Data from a freedom of information request shows there are more than 400 people living in the Cayman Islands who owe permanent residency fees to the government.
Britons and Jamaicans, the two nationalities that have the most PR holders, also have the highest number in arrears, accounting for more than half of the debt, according to information provided to the group Cayman Citizens Alliance.
The amounts owed vary from a single year’s fee for some to others who have been in arrears for several years.
The figures represent an improvement on data from a similar FOI request in 2016. At that time, more than $4 million in permanent residency fees was outstanding.
Government says the new Workforce Opportunities and Residency Cayman unit is working to clear the backlog, but has some challenges in cases where people are no longer living in Cayman.
“A large percentage of the outstanding PR fees are from persons who have left the jurisdiction, making it difficult for Government to collect such payments,” according to a statement in response to questions from the Compass.
Though the FOI asked for data in reference to permanent residency holders still living on island, the response provided was based on all PR holders, with the immigration department indicating it was unable to confirm who had left the island permanently.
Permanent residency fees vary according to profession. PR holders are required to pay annual fees on a schedule that parallels the work permit fee schedule. Accountants, for example, would be required to pay between $10,400 and $13,650 each year, depending on the sector they work in. A stenographer would pay $2,100.
Nick Joseph, a lawyer with HSM, said there were many “innocent reasons” for late or non-payment, including confusion over when the fees were due and, in some cases, whether the PR holder or their employer was responsible for the fee.
Changes to the law were introduced in 2013 allowing for PR status to be revoked after 90 days of non-payment. Immigration authorities have taken that step on 107 occasions since then, government indicated.

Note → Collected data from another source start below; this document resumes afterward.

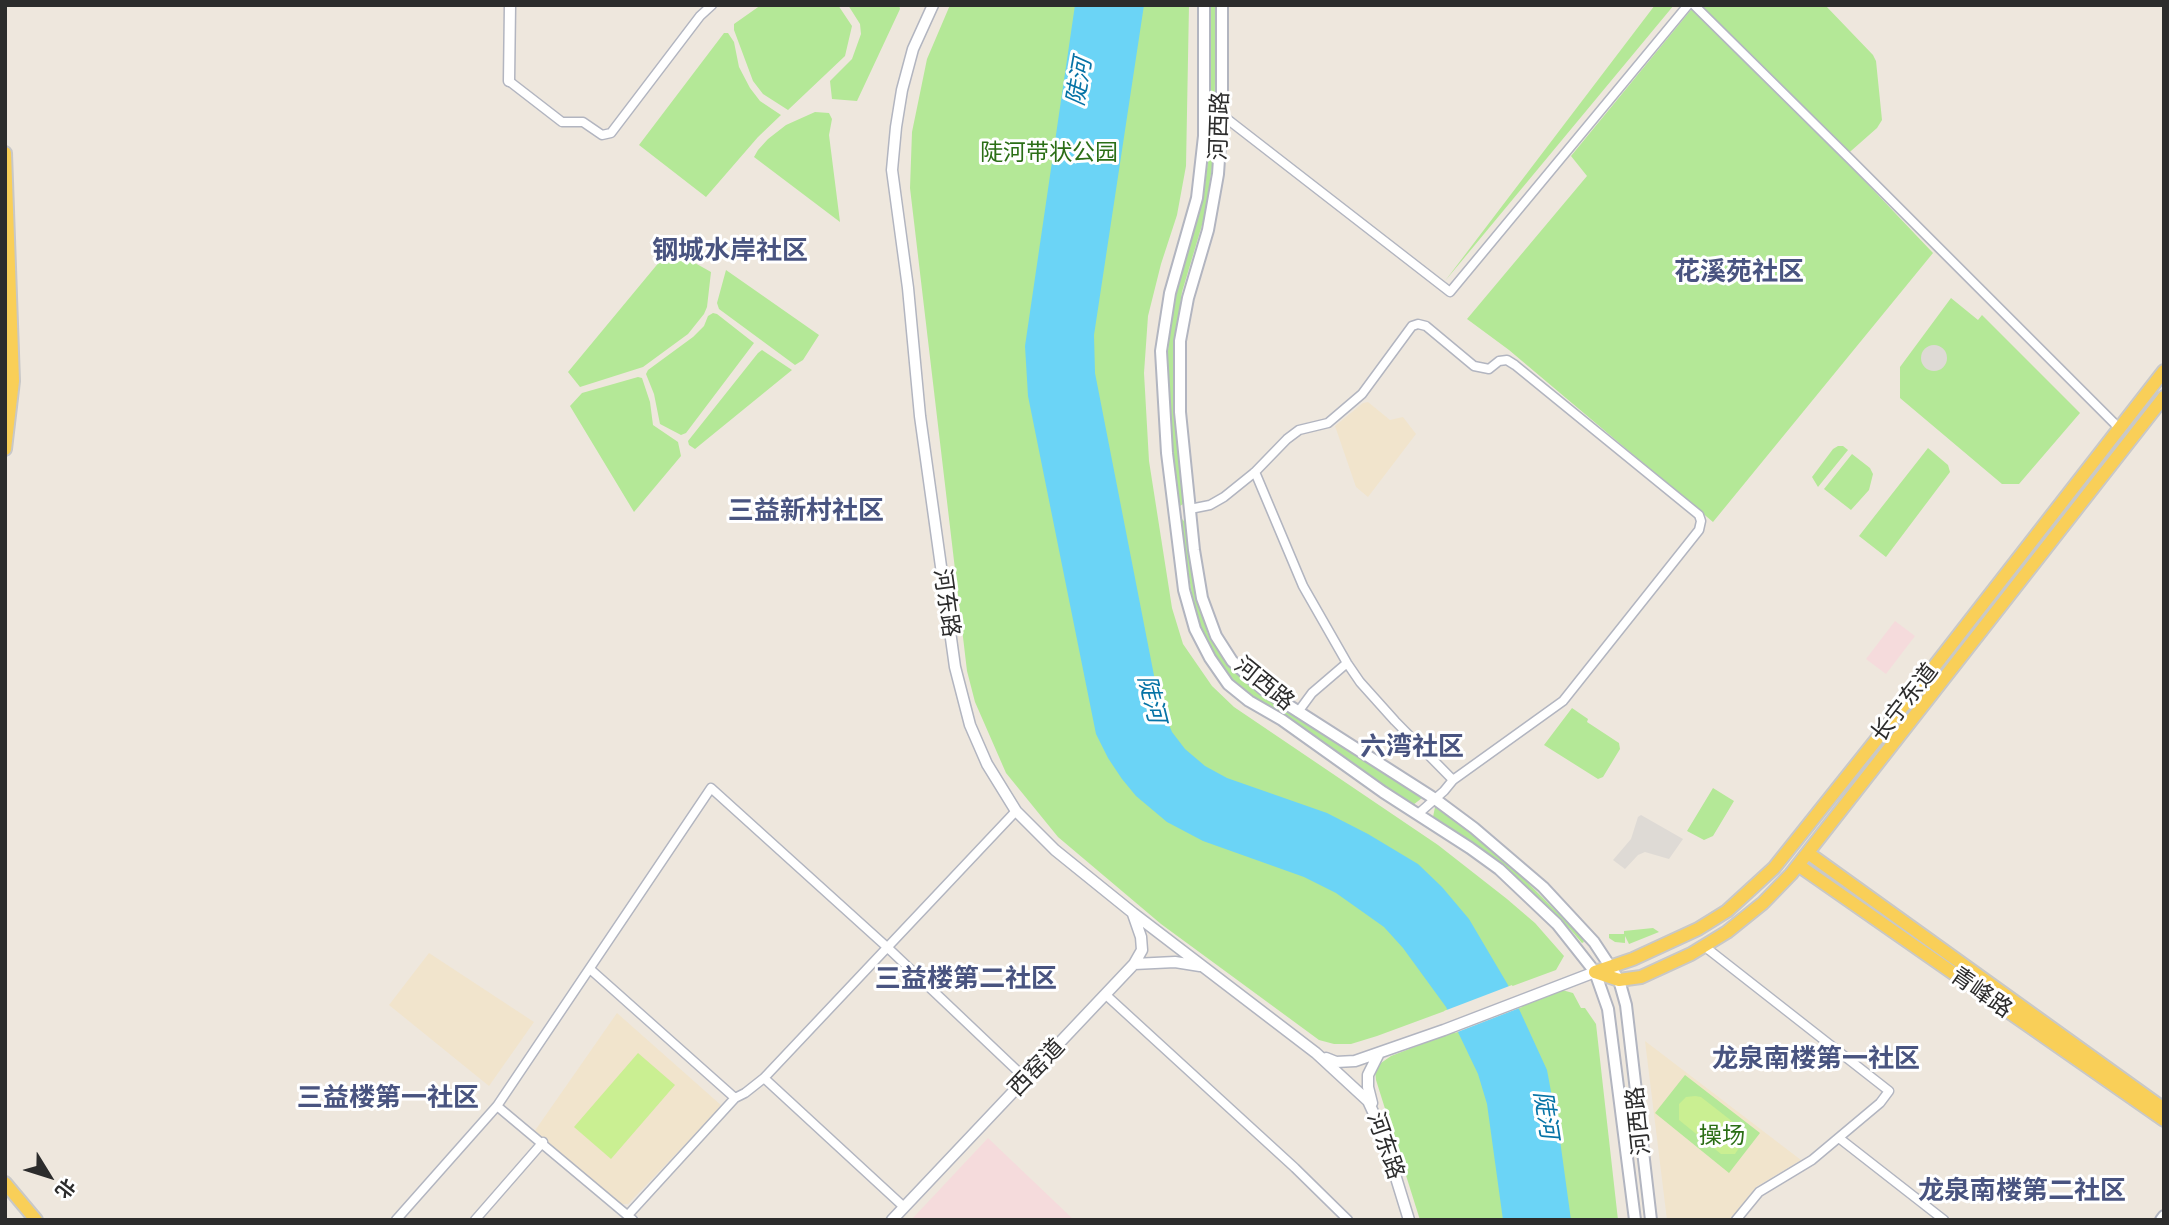 <!DOCTYPE html>
<html>
<head>
<meta charset="utf-8">
<style>
  body { margin:0 }
  #map { position:relative; width:2169px; height:1225px; overflow:hidden; background:#eee7dd; font-family:"IBM Plex Sans","Noto Sans SC",sans-serif }
  canvas { display:block }
  .frame { position:absolute; inset:0; border:7px solid #2c2c2c; pointer-events:none }
  .north { position:absolute; left:14px; top:1141px; width:70px; height:70px; -webkit-text-stroke:5px #fff; paint-order:stroke; rotate:128deg; font-size:19px; font-weight:700; line-height:28px; text-align:center; color:#2c2c2c }
  .north::after { content:''; display:block; margin:auto; width:24px; height:32px; background:#2c2c2c; clip-path:polygon(50% 0,100% 100%,50% 72%,0 100%) }
</style>
</head>
<body>
<div id="map">
<canvas width="2169" height="1225"></canvas>
<div class="frame"></div>
<div class="north">北</div>
</div>
<script>
const g = document.querySelector('canvas').getContext('2d');
g.lineJoin = 'round';
function fillPath(path, color) {
  g.fillStyle = color;
  g.fill(path, 'evenodd');
}
function poly(rows) {
  const path = new Path2D();
  for (const r of rows) {
    if (r.length === 3) {
      path.moveTo(r[0] + r[2], r[1]);
      path.arc(r[0], r[1], r[2], 0, 2 * Math.PI);
      continue;
    }
    path.moveTo(r[0], r[1]);
    for (let i = 2; i < r.length; i += 2) path.lineTo(r[i], r[i + 1]);
  }
  return path;
}
function strokePath(path, color, width, dash) {
  g.strokeStyle = color;
  g.lineWidth = width;
  g.lineCap = dash ? 'butt' : 'round';
  g.setLineDash(dash || []);
  g.stroke(path);
}
function label(font, color, halo, rows, align = 'center') {
  g.font = font + ' "IBM Plex Sans","Noto Sans SC",sans-serif';
  g.lineWidth = 6;
  g.setLineDash([]);
  g.textBaseline = 'middle';
  g.strokeStyle = halo;
  g.fillStyle = color;
  for (const [text, x, y, turn = 0] of rows) {
    g.save();
    g.translate(x, y);
    g.rotate((+turn || 0) * Math.PI / 180);
    g.textAlign = isNaN(turn) ? turn : align;
    if (halo) g.strokeText(text, 0, 0);
    g.fillText(text, 0, 0);
    g.restore();
  }
}
fillPath(poly([
  [1368,402,1390,420,1403,417,1416,434,1368,497,1356,487,1335,426,1363,403],
  [429,953,534,1022,489,1086,389,1005],
  [617,1013,722,1106,628,1204,619,1204,534,1132],
  [1645,1041,1801,1160,1756,1187,1730,1220,1667,1220]
]), '#f1e4cc');
fillPath(poly([
  [1895,621,1915,636,1886,674,1866,659],
  [988,1138,1074,1220,911,1220]
]), '#f5dbdc');
fillPath(poly([
  [761,5,838,5,852,26,845,56,788,110,763,94,753,81,734,30,734,24],
  [848,5,899,5,900,9,857,101,832,99,830,81,852,59,861,34,860,24],
  [950,5,1189,5,1186,166,1177,215,1161,264,1148,316,1144,373,1149,461,1172,608,1183,644,1212,686,1234,707,1438,845,1507,899,1535,923,1564,956,1556,970,1377,1036,1351,1044,1334,1044,1319,1040,1161,924,1058,837,1006,773,975,702,967,671,910,188,912,132,927,59],
  [1211,5,1216,5,1214,153,1205,215,1182,292,1173,357,1183,504,1180,506,1177,505,1167,374,1168,351,1170,325,1178,284,1203,199,1209,154],
  [1655,5,1674,5,1445,281],
  [1695,5,1825,5,1873,55,1876,61,1882,120,1877,128,1843,158,1933,253,1713,522,1509,350,1467,319,1587,176,1571,156],
  [724,33,728,33,734,42,739,67,750,88,760,101,781,115,758,137,706,197,639,145],
  [815,112,829,113,832,119,829,135,840,222,754,157,758,150,768,139,786,125],
  [670,249,711,272,707,307,704,314,688,334,643,367,580,387,568,372],
  [726,270,819,335,803,360,795,365,719,309,717,303],
  [1951,298,1978,320,1982,315,2080,413,2019,484,2002,484,1900,398,1900,367],
  [713,313,717,314,754,343,686,433,681,435,660,424,654,394,646,374,648,370,693,337,704,326,708,316],
  [762,350,792,370,695,449,689,445,688,441,758,353],
  [638,377,642,378,650,402,653,425,678,442,681,456,634,512,570,406,582,393],
  [1838,446,1843,446,1848,450,1818,487,1812,477,1833,449],
  [1928,448,1948,465,1950,472,1886,557,1859,536],
  [1852,454,1870,468,1873,474,1869,490,1851,510,1824,489],
  [1182,519,1185,522,1195,592,1208,634,1226,663,1250,686,1422,798,1413,805,1284,716,1252,696,1235,682,1220,664,1196,618,1180,525],
  [1572,708,1588,719,1587,722,1619,743,1620,749,1603,777,1598,779,1544,745],
  [1713,788,1734,801,1713,836,1704,840,1687,831],
  [1435,807,1497,852,1581,936,1584,942,1582,943,1570,929,1491,857,1433,817],
  [1653,928,1659,932,1629,944,1625,936,1625,943,1615,942,1609,938,1609,934,1624,934,1624,931],
  [1562,990,1573,993,1581,1008,1585,1008,1596,1024,1618,1220,1420,1220,1376,1080,1375,1071,1381,1063,1391,1056],
  [1685,1075,1760,1133,1729,1173,1655,1113]
]), '#b4e897');
fillPath(poly([
  [638,1053,675,1085,611,1159,574,1127],
  [1695,1096,1701,1097,1742,1129,1743,1142,1735,1154,1721,1154,1679,1120,1679,1104,1686,1097]
]), '#caef92');
fillPath(poly([
  [1934,358,13],
  [1641,815,1683,839,1669,859,1645,852,1638,855,1625,869,1613,860,1631,839,1638,817]
]), '#dedad5');
fillPath(poly([
  [1075,5,1144,5,1094,335,1095,373,1159,701,1172,732,1185,749,1205,766,1227,778,1327,813,1368,834,1418,864,1442,887,1469,919,1508,985,1547,1070,1560,1140,1571,1220,1503,1220,1487,1104,1478,1074,1446,1007,1403,948,1384,927,1336,893,1304,877,1203,841,1167,822,1136,796,1122,779,1108,758,1096,734,1028,396,1025,346]
]), '#6bd4f6');
fillPath(poly([
  [1512,985,1522,1007,1455,1033,1444,1011]
]), '#eee7dd');
const minor = poly([
  [1694,5,1852,161,2119,428],
  [509,81,562,122,583,122,602,135,611,133,700,16,712,5],
  [1222,115,1450,292,1688,5],
  [1255,472,1303,586,1347,663,1360,682,1395,721,1453,780],
  [1190,509,1210,505,1224,497,1255,472,1287,439,1299,430,1328,423,1362,394,1412,326,1418,324,1426,326,1474,366,1489,369,1499,361,1507,360,1515,365,1699,515,1701,521,1699,530,1563,701,1453,780,1444,791,1418,814],
  [1298,712,1312,693,1347,663],
  [1704,946,1889,1091,1880,1103,1812,1160,1759,1192,1736,1220],
  [590,969,735,1098,745,1093,764,1078,1016,811],
  [1106,995,1295,1168,1348,1220],
  [764,1078,904,1207],
  [497,1106,633,1220],
  [1839,1138,1944,1220],
  [628,1215,735,1098],
  [396,1220,497,1106,711,788,888,948,1026,1079],
  [475,1220,543,1142]
]);
const tertiary = poly([
  [933,5,913,49,902,90,896,127,892,170,908,288,920,416,955,667,970,725,987,764,1016,811,1055,850,1133,913,1316,1053,1368,1101,1381,1129,1409,1220],
  [509,81,510,5],
  [1134,964,1175,962,1200,966],
  [1326,1058,1336,1062,1355,1061,1444,1030,1595,972],
  [1372,1103,1368,1087,1368,1075,1379,1053],
  [892,1220,1134,964,1142,950,1141,937,1133,914]
]);
const secondary = poly([
  [1204,5,1204,136,1197,198,1170,293,1161,351,1167,453,1184,590,1195,629,1210,658,1228,684,1249,701,1282,720,1383,792,1470,848,1499,869,1557,924,1595,972,1608,1009,1635,1220],
  [1222,5,1222,115,1218,174,1208,230,1188,298,1180,341,1180,412,1194,550,1202,598,1216,636,1232,661,1263,689,1435,799,1474,828,1543,887,1594,942,1619,980,1626,1005,1651,1220],
  [2161,1220,2164,1216]
]);
const primary = poly([
  [5,153,13,381,5,449],
  [1808,853,2164,1109],
  [1798,865,2164,1120],
  [1595,972,1633,959,1698,929,1727,911,1774,868,1912,695,2164,371],
  [1595,972,1619,980,1641,977,1691,954,1727,932,1763,903,1791,874,2164,397],
  [5,1183,36,1220]
]);
strokePath(minor, '#b2b5c0', 11);
strokePath(tertiary, '#b2b5c0', 13);
strokePath(secondary, '#b2b5c0', 14);
strokePath(primary, '#c8c8c8', 16);
strokePath(minor, '#fff', 8);
strokePath(tertiary, '#fff', 10);
strokePath(secondary, '#fff', 10);
strokePath(primary, '#f9cf58', 12);
label('23px', '#2c2c2c', '#fff', [
  ["河西路",1220,126,-88],
  ["河东路",946,603,82],
  ["河西路",1264,684,39],
  ["长宁东道",1905,703,-52],
  ["青峰路",1981,993,35],
  ["西窑道",1037,1068,-46],
  ["河西路",1639,1121,-96],
  ["河东路",1385,1146,71]
]);
label('23px', '#2b6e16', '#fff', [
  ["陡河带状公园",1049,153],
  ["操场",1722,1136]
]);
label('italic 24px', '#0673a6', '#fff', [
  ["陡河",1080,82,-80],
  ["陡河",1151,699,76],
  ["陡河",1545,1115,81]
]);
label('bold 26px', '#495480', '#fff', [
  ["钢城水岸社区",730,251],
  ["花溪苑社区",1739,272],
  ["三益新村社区",806,511],
  ["六湾社区",1412,747],
  ["三益楼第二社区",966,979],
  ["龙泉南楼第一社区",1816,1059],
  ["三益楼第一社区",388,1098],
  ["龙泉南楼第二社区",2022,1191]
]);
</script>
</body>
</html>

Joseph, who specialises in immigration and analysed the data for the Compass, said the figures actually represent an improvement, compared to previous years, when the outstanding fees were much higher. Since then, there has also been an increase in the number of PR status holders, he added.
“More people owe less money, is the conclusion I reach, and that must be positive,” he said.
“The numbers appear to be reflective of numerous steps in the right direction, and is indicative of improving enforcement,” he added.
He said the data may also include a significant number of people who were simply late with their payments, rather than attempting to dodge the fee altogether. He said there was often confusion or dispute over whether the PR holder or the employer had agreed to pay, and the precise date that the fee was due. Some PR holders may not realise they are required to continue paying if they leave the island and want to maintain their status, or if they are granted British Overseas Territories Citizenship, he added.
“A tightening of the legislation can address much of the scope for misunderstanding as to what fees are due and when, and we would recommend the government to take such steps. It would certainly help reduce the numbers even further,” he said.
Joseph said government had the power to remove PR status for continued non-payment but suggested this may not be appropriate in all cases, particularly those involving parents of Caymanian children.
According to government’s statement, WORC is looking at the issue as part of the broader reform of immigration and workforce management.
“Since the establishment of WORC, department leaders have reviewed all current immigration processes, identified the key issues and are working to put in place measures to address the inefficiencies and streamline all business processes,” the statement indicated.